### HOW TO COMPLETE THIS TASK
With spelling and spacing unchanged, write out each line of the material.

### RECORDED INFORMATION
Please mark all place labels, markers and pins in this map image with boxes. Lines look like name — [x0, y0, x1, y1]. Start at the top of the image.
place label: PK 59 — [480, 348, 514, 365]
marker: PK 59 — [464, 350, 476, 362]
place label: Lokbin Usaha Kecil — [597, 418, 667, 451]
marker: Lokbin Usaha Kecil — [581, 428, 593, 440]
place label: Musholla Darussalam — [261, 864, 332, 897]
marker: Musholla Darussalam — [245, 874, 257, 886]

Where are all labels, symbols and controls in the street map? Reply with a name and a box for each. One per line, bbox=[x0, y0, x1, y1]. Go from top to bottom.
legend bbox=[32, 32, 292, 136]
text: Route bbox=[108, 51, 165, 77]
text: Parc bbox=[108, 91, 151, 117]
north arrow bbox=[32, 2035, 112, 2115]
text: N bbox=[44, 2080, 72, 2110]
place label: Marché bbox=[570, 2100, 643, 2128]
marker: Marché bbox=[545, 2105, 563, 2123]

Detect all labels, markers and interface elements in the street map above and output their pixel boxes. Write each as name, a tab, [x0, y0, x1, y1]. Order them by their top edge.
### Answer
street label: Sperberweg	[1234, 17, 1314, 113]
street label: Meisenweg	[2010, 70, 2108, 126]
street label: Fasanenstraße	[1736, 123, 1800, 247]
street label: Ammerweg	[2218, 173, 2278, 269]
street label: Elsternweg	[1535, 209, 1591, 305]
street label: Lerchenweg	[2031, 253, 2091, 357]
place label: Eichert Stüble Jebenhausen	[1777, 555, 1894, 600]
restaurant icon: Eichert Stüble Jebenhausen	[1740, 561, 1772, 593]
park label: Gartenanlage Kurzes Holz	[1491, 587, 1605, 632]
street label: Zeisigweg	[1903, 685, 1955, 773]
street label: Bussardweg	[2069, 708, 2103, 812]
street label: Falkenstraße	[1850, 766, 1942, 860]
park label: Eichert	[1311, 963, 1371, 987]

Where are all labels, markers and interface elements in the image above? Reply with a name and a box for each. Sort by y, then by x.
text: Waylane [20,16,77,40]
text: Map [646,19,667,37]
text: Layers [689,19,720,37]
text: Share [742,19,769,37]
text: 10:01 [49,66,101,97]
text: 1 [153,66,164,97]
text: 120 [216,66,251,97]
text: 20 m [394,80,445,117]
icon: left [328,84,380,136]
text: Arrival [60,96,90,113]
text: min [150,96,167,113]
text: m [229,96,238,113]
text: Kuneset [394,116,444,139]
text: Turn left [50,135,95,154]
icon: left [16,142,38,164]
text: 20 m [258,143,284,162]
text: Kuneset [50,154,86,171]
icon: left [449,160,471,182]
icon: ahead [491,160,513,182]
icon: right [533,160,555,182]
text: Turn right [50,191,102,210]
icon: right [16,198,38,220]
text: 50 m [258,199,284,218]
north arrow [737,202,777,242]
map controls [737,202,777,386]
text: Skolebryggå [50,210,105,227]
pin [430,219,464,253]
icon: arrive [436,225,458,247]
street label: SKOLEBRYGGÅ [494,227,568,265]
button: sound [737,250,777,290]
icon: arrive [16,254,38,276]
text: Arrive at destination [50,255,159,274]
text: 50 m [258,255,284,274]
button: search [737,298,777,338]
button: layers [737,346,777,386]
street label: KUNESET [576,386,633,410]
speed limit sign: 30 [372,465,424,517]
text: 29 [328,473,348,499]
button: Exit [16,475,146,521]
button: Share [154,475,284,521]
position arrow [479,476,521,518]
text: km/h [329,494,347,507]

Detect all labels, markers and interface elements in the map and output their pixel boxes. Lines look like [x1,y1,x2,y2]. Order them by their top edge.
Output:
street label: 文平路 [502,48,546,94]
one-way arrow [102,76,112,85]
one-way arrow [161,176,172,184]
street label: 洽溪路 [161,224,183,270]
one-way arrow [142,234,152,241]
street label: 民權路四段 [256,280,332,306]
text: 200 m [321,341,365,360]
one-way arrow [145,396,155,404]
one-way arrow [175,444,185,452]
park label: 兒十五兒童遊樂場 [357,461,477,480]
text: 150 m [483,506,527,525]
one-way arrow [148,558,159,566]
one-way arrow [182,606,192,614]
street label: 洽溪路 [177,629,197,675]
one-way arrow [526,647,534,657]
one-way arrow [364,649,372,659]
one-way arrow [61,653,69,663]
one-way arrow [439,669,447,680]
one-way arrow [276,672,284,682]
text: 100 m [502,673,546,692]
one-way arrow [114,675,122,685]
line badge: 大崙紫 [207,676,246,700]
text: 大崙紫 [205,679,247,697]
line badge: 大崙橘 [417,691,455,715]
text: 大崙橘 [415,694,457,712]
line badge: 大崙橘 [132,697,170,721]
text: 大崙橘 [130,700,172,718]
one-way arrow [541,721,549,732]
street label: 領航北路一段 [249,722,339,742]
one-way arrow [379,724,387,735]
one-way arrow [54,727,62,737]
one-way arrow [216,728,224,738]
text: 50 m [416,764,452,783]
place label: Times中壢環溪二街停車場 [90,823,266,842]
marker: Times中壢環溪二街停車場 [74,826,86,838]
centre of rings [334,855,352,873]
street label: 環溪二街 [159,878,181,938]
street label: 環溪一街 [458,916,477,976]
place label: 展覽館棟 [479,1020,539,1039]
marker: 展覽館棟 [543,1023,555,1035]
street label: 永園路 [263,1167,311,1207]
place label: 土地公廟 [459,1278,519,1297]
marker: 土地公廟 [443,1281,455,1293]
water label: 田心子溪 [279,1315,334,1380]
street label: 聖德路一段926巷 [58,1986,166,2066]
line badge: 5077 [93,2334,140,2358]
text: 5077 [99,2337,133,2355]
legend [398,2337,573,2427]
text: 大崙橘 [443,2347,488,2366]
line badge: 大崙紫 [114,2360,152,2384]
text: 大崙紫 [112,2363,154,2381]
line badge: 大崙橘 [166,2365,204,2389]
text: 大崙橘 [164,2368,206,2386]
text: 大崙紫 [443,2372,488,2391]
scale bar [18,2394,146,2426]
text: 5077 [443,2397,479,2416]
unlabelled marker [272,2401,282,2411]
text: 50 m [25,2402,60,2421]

### TASK SOLUTION
Please mark all place labels, markers and pins in this map image with boxes. Lines look like name — [x0, y0, x1, y1]. Start at the top of the image.
place label: PK 59 — [480, 348, 514, 365]
marker: PK 59 — [464, 350, 476, 362]
place label: Lokbin Usaha Kecil — [597, 418, 667, 451]
marker: Lokbin Usaha Kecil — [581, 428, 593, 440]
place label: Musholla Darussalam — [261, 864, 332, 897]
marker: Musholla Darussalam — [245, 874, 257, 886]

Where are all labels, symbols and controls in the street map? Reply with a name and a box for each. One per line, bbox=[x0, y0, x1, y1]. Go from top to bottom.
legend bbox=[32, 32, 292, 136]
text: Route bbox=[108, 51, 165, 77]
text: Parc bbox=[108, 91, 151, 117]
north arrow bbox=[32, 2035, 112, 2115]
text: N bbox=[44, 2080, 72, 2110]
place label: Marché bbox=[570, 2100, 643, 2128]
marker: Marché bbox=[545, 2105, 563, 2123]

Detect all labels, markers and interface elements in the street map above and output their pixel boxes. Write each as name, a tab, [x0, y0, x1, y1]. Order them by their top edge.
### Answer
street label: Sperberweg	[1234, 17, 1314, 113]
street label: Meisenweg	[2010, 70, 2108, 126]
street label: Fasanenstraße	[1736, 123, 1800, 247]
street label: Ammerweg	[2218, 173, 2278, 269]
street label: Elsternweg	[1535, 209, 1591, 305]
street label: Lerchenweg	[2031, 253, 2091, 357]
place label: Eichert Stüble Jebenhausen	[1777, 555, 1894, 600]
restaurant icon: Eichert Stüble Jebenhausen	[1740, 561, 1772, 593]
park label: Gartenanlage Kurzes Holz	[1491, 587, 1605, 632]
street label: Zeisigweg	[1903, 685, 1955, 773]
street label: Bussardweg	[2069, 708, 2103, 812]
street label: Falkenstraße	[1850, 766, 1942, 860]
park label: Eichert	[1311, 963, 1371, 987]

Where are all labels, markers and interface elements in the image above? Reply with a name and a box for each. Sort by y, then by x.
text: Waylane [20,16,77,40]
text: Map [646,19,667,37]
text: Layers [689,19,720,37]
text: Share [742,19,769,37]
text: 10:01 [49,66,101,97]
text: 1 [153,66,164,97]
text: 120 [216,66,251,97]
text: 20 m [394,80,445,117]
icon: left [328,84,380,136]
text: Arrival [60,96,90,113]
text: min [150,96,167,113]
text: m [229,96,238,113]
text: Kuneset [394,116,444,139]
text: Turn left [50,135,95,154]
icon: left [16,142,38,164]
text: 20 m [258,143,284,162]
text: Kuneset [50,154,86,171]
icon: left [449,160,471,182]
icon: ahead [491,160,513,182]
icon: right [533,160,555,182]
text: Turn right [50,191,102,210]
icon: right [16,198,38,220]
text: 50 m [258,199,284,218]
north arrow [737,202,777,242]
map controls [737,202,777,386]
text: Skolebryggå [50,210,105,227]
pin [430,219,464,253]
icon: arrive [436,225,458,247]
street label: SKOLEBRYGGÅ [494,227,568,265]
button: sound [737,250,777,290]
icon: arrive [16,254,38,276]
text: Arrive at destination [50,255,159,274]
text: 50 m [258,255,284,274]
button: search [737,298,777,338]
button: layers [737,346,777,386]
street label: KUNESET [576,386,633,410]
speed limit sign: 30 [372,465,424,517]
text: 29 [328,473,348,499]
button: Exit [16,475,146,521]
button: Share [154,475,284,521]
position arrow [479,476,521,518]
text: km/h [329,494,347,507]

Detect all labels, markers and interface elements in the map and output their pixel boxes. Lines look like [x1,y1,x2,y2]. Order them by their top edge.
Output:
street label: 文平路 [502,48,546,94]
one-way arrow [102,76,112,85]
one-way arrow [161,176,172,184]
street label: 洽溪路 [161,224,183,270]
one-way arrow [142,234,152,241]
street label: 民權路四段 [256,280,332,306]
text: 200 m [321,341,365,360]
one-way arrow [145,396,155,404]
one-way arrow [175,444,185,452]
park label: 兒十五兒童遊樂場 [357,461,477,480]
text: 150 m [483,506,527,525]
one-way arrow [148,558,159,566]
one-way arrow [182,606,192,614]
street label: 洽溪路 [177,629,197,675]
one-way arrow [526,647,534,657]
one-way arrow [364,649,372,659]
one-way arrow [61,653,69,663]
one-way arrow [439,669,447,680]
one-way arrow [276,672,284,682]
text: 100 m [502,673,546,692]
one-way arrow [114,675,122,685]
line badge: 大崙紫 [207,676,246,700]
text: 大崙紫 [205,679,247,697]
line badge: 大崙橘 [417,691,455,715]
text: 大崙橘 [415,694,457,712]
line badge: 大崙橘 [132,697,170,721]
text: 大崙橘 [130,700,172,718]
one-way arrow [541,721,549,732]
street label: 領航北路一段 [249,722,339,742]
one-way arrow [379,724,387,735]
one-way arrow [54,727,62,737]
one-way arrow [216,728,224,738]
text: 50 m [416,764,452,783]
place label: Times中壢環溪二街停車場 [90,823,266,842]
marker: Times中壢環溪二街停車場 [74,826,86,838]
centre of rings [334,855,352,873]
street label: 環溪二街 [159,878,181,938]
street label: 環溪一街 [458,916,477,976]
place label: 展覽館棟 [479,1020,539,1039]
marker: 展覽館棟 [543,1023,555,1035]
street label: 永園路 [263,1167,311,1207]
place label: 土地公廟 [459,1278,519,1297]
marker: 土地公廟 [443,1281,455,1293]
water label: 田心子溪 [279,1315,334,1380]
street label: 聖德路一段926巷 [58,1986,166,2066]
line badge: 5077 [93,2334,140,2358]
text: 5077 [99,2337,133,2355]
legend [398,2337,573,2427]
text: 大崙橘 [443,2347,488,2366]
line badge: 大崙紫 [114,2360,152,2384]
text: 大崙紫 [112,2363,154,2381]
line badge: 大崙橘 [166,2365,204,2389]
text: 大崙橘 [164,2368,206,2386]
text: 大崙紫 [443,2372,488,2391]
scale bar [18,2394,146,2426]
text: 5077 [443,2397,479,2416]
unlabelled marker [272,2401,282,2411]
text: 50 m [25,2402,60,2421]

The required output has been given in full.